Antimicrobial resistance is a major concern in the dairy industry. This study investigated the prevalence, antimicrobial resistance phenotypes, and genome sequencing of Gram-negative bacteria isolated from clinical (n = 350) and subclinical (n = 95) bovine mastitis, and raw unpasteurized milk (n = 125). Klebsiella pneumoniae, Aeromonas hydrophila, Enterobacter cloacae (100% each), Escherichia coli (87.78%), and Proteus mirabilis (69.7%) were the most prevalent multidrug-resistant (MDR) species. Extensive drug-resistance (XDR) phenotype was found in P. mirabilis (30.30%) and E. coli (3.33%) isolates. Ten isolates (four E. coli, three Klebsiella species and three P. mirabilis) that displayed the highest multiple antibiotic resistance (MAR) indices (0.54-0.83), were exposed to whole-genome sequencing (WGS). Two multilocus sequence types (MLST): ST2165 and ST7624 were identified among the sequenced E. coli isolates. Three E. coli isolates (two from clinical mastitis and one from raw milk) belonging to ST2165 showed similar profile of plasmid replicon types: IncFIA, IncFIB, IncFII, and IncQ1 with an exception to an isolate that contained IncR, whereas E. coli ST7624 showed a different plasmid profile including IncHI2, IncHI2A, IncI1α, and IncFII replicon types. ResFinder findings revealed the presence of plasmid-mediated colistin mcr-10 and fosfomycin fosA5 resistance genes in a K. pneumoniae (K1) isolate from bovine milk. Sequence analysis of the reconstructed mcr-10 plasmid from WGS of K1 isolate, showed that mcr-10 gene was bracketed by xerC and insertion sequence IS26 on an IncFIB plasmid. Phylogenetic analysis revealed that K1 isolate existed in a clade including mcr-10-harboring isolates from human and environment with different STs and countries [United Kingdom (ST788), Australia (ST323), Malawi (ST2144), Myanmar (ST705), and Laos (ST2355)]. This study reports the first emergence of K. pneumoniae co-harboring mcr-10 and fosA5 genes from bovine milk in the Middle East, which constitutes a public health threat and heralds the penetration of the last-resort antibiotics. Hence, prudent use of antibiotics in both humans and animals and antimicrobial surveillance plans are urgently required.

Identification of mcr-10 carried by self-transmissible plasmids and chromosome in Enterobacter roggenkampii strains isolated from hospital sewage water.
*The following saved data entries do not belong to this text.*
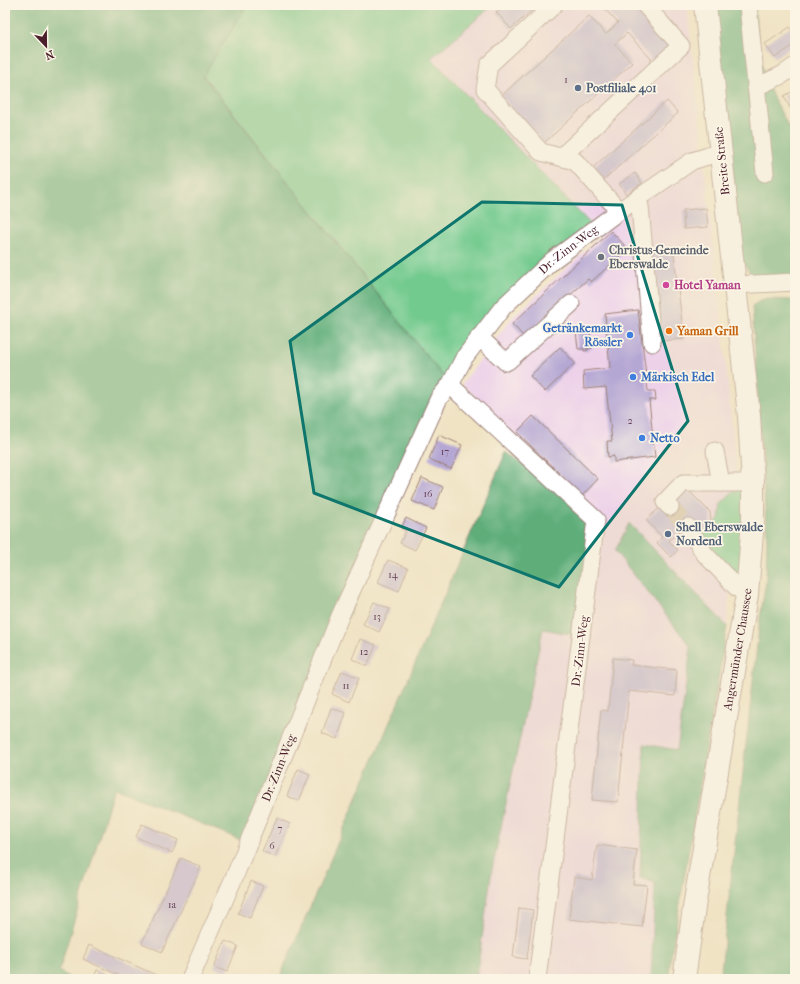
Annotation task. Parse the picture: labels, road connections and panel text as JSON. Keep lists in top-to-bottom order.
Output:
{
  "streets": {
    "main road": ["Breite Straße", "Angermünder Chaussee"],
    "street": ["Dr.-Zinn-Weg"]
  },
  "crossings": [
    ["Breite Straße", "Dr.-Zinn-Weg"],
    ["Breite Straße", "Angermünder Chaussee"]
  ],
  "places": [
    "Postfiliale 401",
    "Christus-Gemeinde Eberswalde",
    "Hotel Yaman",
    "Yaman Grill",
    "Getränkemarkt Rössler",
    "Märkisch Edel",
    "Netto",
    "Shell Eberswalde Nordend"
  ],
  "house_numbers": [
    "1",
    "2",
    "17",
    "16",
    "14",
    "13",
    "12",
    "11",
    "7",
    "6",
    "1a"
  ],
  "north": "bottom"
}
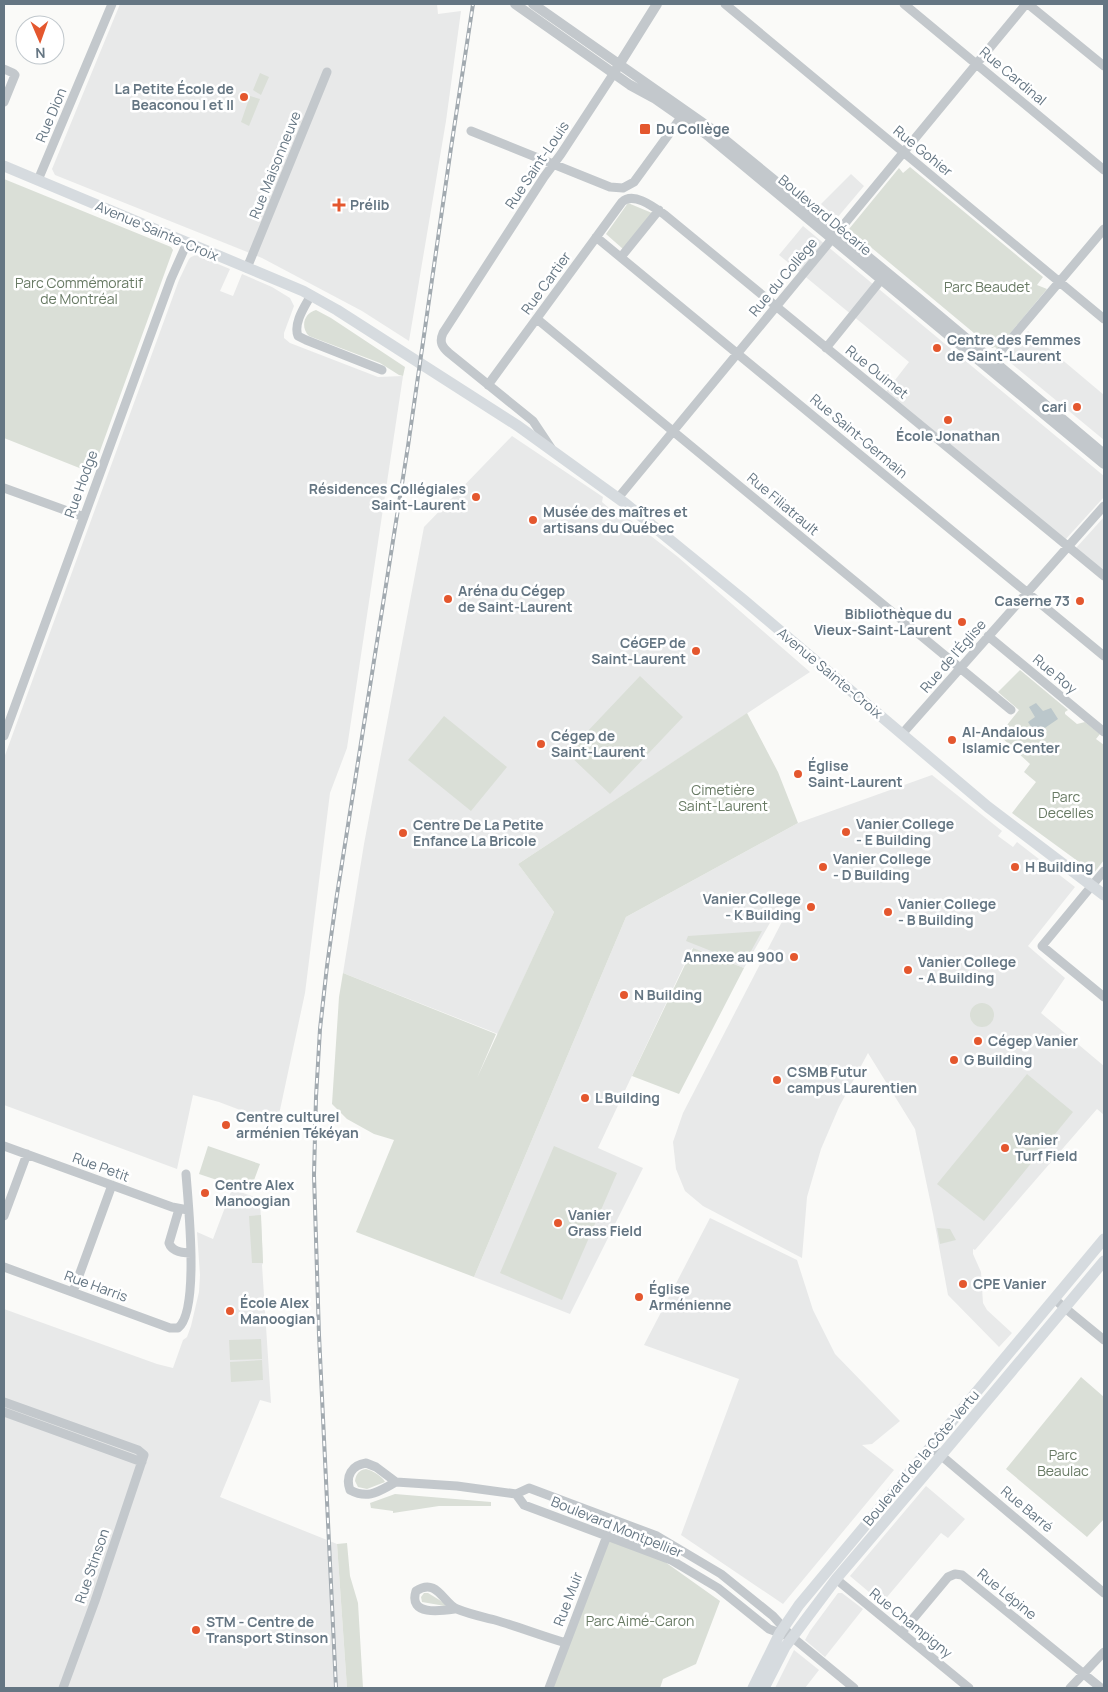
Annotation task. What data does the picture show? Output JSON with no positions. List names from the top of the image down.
{
  "streets": {
    "main road": ["Avenue Sainte-Croix", "Boulevard de la Côte-Vertu"],
    "street": [
      "Rue Cardinal",
      "Rue Dion",
      "Rue Gohier",
      "Rue Maisonneuve",
      "Rue Saint-Louis",
      "Boulevard Décarie",
      "Rue du Collège",
      "Rue Cartier",
      "Rue Ouimet",
      "Rue Saint-Germain",
      "Rue Hodge",
      "Rue Filiatrault",
      "Rue de l'Église",
      "Rue Roy",
      "Rue Petit",
      "Rue Harris",
      "Rue Barré",
      "Boulevard Montpellier",
      "Rue Stinson",
      "Rue Lépine",
      "Rue Muir",
      "Rue Champigny"
    ]
  },
  "crossings": [
    ["Rue Cardinal", "Rue du Collège"],
    ["Rue Dion", "Avenue Sainte-Croix"],
    ["Rue Gohier", "Rue du Collège"],
    ["Rue Maisonneuve", "Avenue Sainte-Croix"],
    ["Rue Saint-Louis", "Boulevard Décarie"],
    ["Rue Saint-Louis", "Avenue Sainte-Croix"],
    ["Boulevard Décarie", "Rue du Collège"],
    ["Avenue Sainte-Croix", "Rue du Collège"],
    ["Avenue Sainte-Croix", "Rue Cartier"],
    ["Avenue Sainte-Croix", "Rue Hodge"],
    ["Avenue Sainte-Croix", "Rue de l'Église"],
    ["Rue du Collège", "Rue Ouimet"],
    ["Rue du Collège", "Rue Saint-Germain"],
    ["Rue du Collège", "Rue Filiatrault"],
    ["Rue Cartier", "Rue Ouimet"],
    ["Rue Cartier", "Rue Saint-Germain"],
    ["Rue Cartier", "Rue Filiatrault"],
    ["Rue Ouimet", "Rue de l'Église"],
    ["Rue Saint-Germain", "Rue de l'Église"],
    ["Rue Filiatrault", "Rue de l'Église"],
    ["Rue de l'Église", "Rue Roy"],
    ["Boulevard de la Côte-Vertu", "Rue Barré"],
    ["Boulevard de la Côte-Vertu", "Boulevard Montpellier"],
    ["Boulevard de la Côte-Vertu", "Rue Champigny"],
    ["Boulevard Montpellier", "Rue Muir"],
    ["Rue Lépine", "Rue Champigny"]
  ],
  "parks": [
    "Parc Commémoratif de Montréal",
    "Parc Beaudet",
    "Cimetière Saint-Laurent",
    "Parc Decelles",
    "Parc Beaulac",
    "Parc Aimé-Caron"
  ],
  "places": {
    "other": [
      "La Petite École de Beaconou I et II",
      "Centre des Femmes de Saint-Laurent",
      "cari",
      "École Jonathan",
      "Résidences Collégiales Saint-Laurent",
      "Musée des maîtres et artisans du Québec",
      "Aréna du Cégep de Saint-Laurent",
      "Caserne 73",
      "Bibliothèque du Vieux-Saint-Laurent",
      "CéGEP de Saint-Laurent",
      "Al-Andalous Islamic Center",
      "Cégep de Saint-Laurent",
      "Église Saint-Laurent",
      "Vanier College - E Building",
      "Centre De La Petite Enfance La Bricole",
      "Vanier College - D Building",
      "H Building",
      "Vanier College - K Building",
      "Vanier College - B Building",
      "Annexe au 900",
      "Vanier College - A Building",
      "N Building",
      "Cégep Vanier",
      "G Building",
      "CSMB Futur campus Laurentien",
      "L Building",
      "Centre culturel arménien Tékéyan",
      "Vanier Turf Field",
      "Centre Alex Manoogian",
      "Vanier Grass Field",
      "CPE Vanier",
      "Église Arménienne",
      "École Alex Manoogian",
      "STM - Centre de Transport Stinson"
    ],
    "transit": ["Du Collège"],
    "health": ["Prélib"]
  },
  "north": "bottom"
}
The recent emergence of plasmid-borne mobilized colistin resistance (mcr) genes largely challenges the clinical use of colistin. Monitoring the distribution of mcr genes in environment is important for aiding to develop effective control measures. In this study, we aimed to evaluate the occurrence of a recent reported mcr variant, mcr-10, in hospital sewage water. mcr-10 was identified in three Enterobacter roggenkampii strains with high-level colistin resistance (MIC ≥ 16 mg/L). The three strains were assigned to different sequence types suggesting a sporadic dissemination of mcr-10 in the sewage water. Pairwise comparisons of the predicted protein structures of ten mcr homologues revealed that MCR-10 shares a higher similarity with MCR-3, MCR-4, MCR-7, and MCR-9. Overexpression in Escherichia coli Top10 showed that the activity of mcr-10 against colistin is lower than that of mcr-9. mcr-10 expression can be specifically induced by colistin, and it was co-upregulated with phoPQ to mediate the high-level colistin resistance. The mcr-10 gene was detected on self-transmissible plasmids in two isolates and on the chromosome in the other one. Blasting in Genbank suggested that the two mcr-10-bearing plasmids (pECL981-1 and pECL983-1) were novel plasmids, and replicon typing showed that they belong to IncFIB-FII and IncFIB, respectively. Plasmid-curing assay evidence that pECL981-1 was lack of fitness cost for the host. Three novel types of the genetic context were found for the mcr-10 gene in the three isolates. The structure xerC-mcr10 was dominant in mcr-10-positive genomes (39/42) retrieved in Genbank, suggesting that xerC might be involved in the mobilization of mcr-10. To our knowledge, this is the first report of mcr-10-producing E. roggenkampii detected in hospital sewage water. Our study highlights that continuous monitoring of mcr genes in hospital sewage water is imperative for understanding and tackling the dissemination.